In this exercise, every entry is to be transcribed exactly as written.

[Dataset entries]
-----
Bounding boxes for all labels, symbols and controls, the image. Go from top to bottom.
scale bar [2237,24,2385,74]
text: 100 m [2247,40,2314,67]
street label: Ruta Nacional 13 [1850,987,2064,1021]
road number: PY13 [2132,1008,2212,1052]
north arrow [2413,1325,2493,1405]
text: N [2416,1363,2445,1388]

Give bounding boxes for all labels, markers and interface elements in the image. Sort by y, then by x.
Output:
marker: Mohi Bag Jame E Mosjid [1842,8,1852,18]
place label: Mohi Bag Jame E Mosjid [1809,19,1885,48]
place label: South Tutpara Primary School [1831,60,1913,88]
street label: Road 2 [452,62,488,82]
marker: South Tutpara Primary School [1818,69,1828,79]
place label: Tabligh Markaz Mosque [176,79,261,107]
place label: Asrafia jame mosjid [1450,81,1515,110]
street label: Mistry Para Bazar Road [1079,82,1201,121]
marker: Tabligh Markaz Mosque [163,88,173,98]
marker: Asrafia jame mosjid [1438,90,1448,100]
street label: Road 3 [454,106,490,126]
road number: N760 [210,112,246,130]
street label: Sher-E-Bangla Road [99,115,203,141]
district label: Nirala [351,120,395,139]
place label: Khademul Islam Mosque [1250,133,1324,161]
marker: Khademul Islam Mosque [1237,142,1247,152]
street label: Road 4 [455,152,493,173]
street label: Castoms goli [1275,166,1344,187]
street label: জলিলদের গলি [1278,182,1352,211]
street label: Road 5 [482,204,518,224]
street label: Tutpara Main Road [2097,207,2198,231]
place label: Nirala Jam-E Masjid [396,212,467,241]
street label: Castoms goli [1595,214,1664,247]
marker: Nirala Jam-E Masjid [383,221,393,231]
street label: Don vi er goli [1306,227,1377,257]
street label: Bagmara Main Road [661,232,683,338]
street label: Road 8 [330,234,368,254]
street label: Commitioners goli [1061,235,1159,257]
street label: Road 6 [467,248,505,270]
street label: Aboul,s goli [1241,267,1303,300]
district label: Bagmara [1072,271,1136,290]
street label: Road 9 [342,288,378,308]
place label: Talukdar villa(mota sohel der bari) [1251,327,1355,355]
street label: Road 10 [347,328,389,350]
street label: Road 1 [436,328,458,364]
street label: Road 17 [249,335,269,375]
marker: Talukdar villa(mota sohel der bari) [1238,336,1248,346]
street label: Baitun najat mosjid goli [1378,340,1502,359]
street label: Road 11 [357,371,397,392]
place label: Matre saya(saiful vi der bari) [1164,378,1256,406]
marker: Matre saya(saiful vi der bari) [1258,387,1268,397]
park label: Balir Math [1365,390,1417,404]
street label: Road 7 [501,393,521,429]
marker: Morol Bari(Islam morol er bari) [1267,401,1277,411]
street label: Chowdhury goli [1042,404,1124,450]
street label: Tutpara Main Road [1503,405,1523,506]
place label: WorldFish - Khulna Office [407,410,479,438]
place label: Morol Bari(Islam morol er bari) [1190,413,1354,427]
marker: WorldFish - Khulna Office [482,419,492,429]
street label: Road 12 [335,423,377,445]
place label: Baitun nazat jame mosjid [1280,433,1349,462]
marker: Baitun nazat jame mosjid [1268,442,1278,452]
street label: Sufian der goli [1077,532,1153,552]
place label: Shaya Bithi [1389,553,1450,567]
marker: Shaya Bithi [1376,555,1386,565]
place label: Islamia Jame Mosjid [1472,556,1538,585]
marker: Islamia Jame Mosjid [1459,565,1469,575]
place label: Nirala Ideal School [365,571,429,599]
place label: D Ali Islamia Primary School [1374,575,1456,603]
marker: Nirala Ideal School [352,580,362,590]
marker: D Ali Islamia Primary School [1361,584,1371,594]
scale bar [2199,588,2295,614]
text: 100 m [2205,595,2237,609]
-----
■ Exercise solution
Bounding boxes for all labels, symbols and controls, the image. Go from top to bottom.
scale bar [2237,24,2385,74]
text: 100 m [2247,40,2314,67]
street label: Ruta Nacional 13 [1850,987,2064,1021]
road number: PY13 [2132,1008,2212,1052]
north arrow [2413,1325,2493,1405]
text: N [2416,1363,2445,1388]

Give bounding boxes for all labels, markers and interface elements in the image. Sort by y, then by x.
Output:
marker: Mohi Bag Jame E Mosjid [1842,8,1852,18]
place label: Mohi Bag Jame E Mosjid [1809,19,1885,48]
place label: South Tutpara Primary School [1831,60,1913,88]
street label: Road 2 [452,62,488,82]
marker: South Tutpara Primary School [1818,69,1828,79]
place label: Tabligh Markaz Mosque [176,79,261,107]
place label: Asrafia jame mosjid [1450,81,1515,110]
street label: Mistry Para Bazar Road [1079,82,1201,121]
marker: Tabligh Markaz Mosque [163,88,173,98]
marker: Asrafia jame mosjid [1438,90,1448,100]
street label: Road 3 [454,106,490,126]
road number: N760 [210,112,246,130]
street label: Sher-E-Bangla Road [99,115,203,141]
district label: Nirala [351,120,395,139]
place label: Khademul Islam Mosque [1250,133,1324,161]
marker: Khademul Islam Mosque [1237,142,1247,152]
street label: Road 4 [455,152,493,173]
street label: Castoms goli [1275,166,1344,187]
street label: জলিলদের গলি [1278,182,1352,211]
street label: Road 5 [482,204,518,224]
street label: Tutpara Main Road [2097,207,2198,231]
place label: Nirala Jam-E Masjid [396,212,467,241]
street label: Castoms goli [1595,214,1664,247]
marker: Nirala Jam-E Masjid [383,221,393,231]
street label: Don vi er goli [1306,227,1377,257]
street label: Bagmara Main Road [661,232,683,338]
street label: Road 8 [330,234,368,254]
street label: Commitioners goli [1061,235,1159,257]
street label: Road 6 [467,248,505,270]
street label: Aboul,s goli [1241,267,1303,300]
district label: Bagmara [1072,271,1136,290]
street label: Road 9 [342,288,378,308]
place label: Talukdar villa(mota sohel der bari) [1251,327,1355,355]
street label: Road 10 [347,328,389,350]
street label: Road 1 [436,328,458,364]
street label: Road 17 [249,335,269,375]
marker: Talukdar villa(mota sohel der bari) [1238,336,1248,346]
street label: Baitun najat mosjid goli [1378,340,1502,359]
street label: Road 11 [357,371,397,392]
place label: Matre saya(saiful vi der bari) [1164,378,1256,406]
marker: Matre saya(saiful vi der bari) [1258,387,1268,397]
park label: Balir Math [1365,390,1417,404]
street label: Road 7 [501,393,521,429]
marker: Morol Bari(Islam morol er bari) [1267,401,1277,411]
street label: Chowdhury goli [1042,404,1124,450]
street label: Tutpara Main Road [1503,405,1523,506]
place label: WorldFish - Khulna Office [407,410,479,438]
place label: Morol Bari(Islam morol er bari) [1190,413,1354,427]
marker: WorldFish - Khulna Office [482,419,492,429]
street label: Road 12 [335,423,377,445]
place label: Baitun nazat jame mosjid [1280,433,1349,462]
marker: Baitun nazat jame mosjid [1268,442,1278,452]
street label: Sufian der goli [1077,532,1153,552]
place label: Shaya Bithi [1389,553,1450,567]
marker: Shaya Bithi [1376,555,1386,565]
place label: Islamia Jame Mosjid [1472,556,1538,585]
marker: Islamia Jame Mosjid [1459,565,1469,575]
place label: Nirala Ideal School [365,571,429,599]
place label: D Ali Islamia Primary School [1374,575,1456,603]
marker: Nirala Ideal School [352,580,362,590]
marker: D Ali Islamia Primary School [1361,584,1371,594]
scale bar [2199,588,2295,614]
text: 100 m [2205,595,2237,609]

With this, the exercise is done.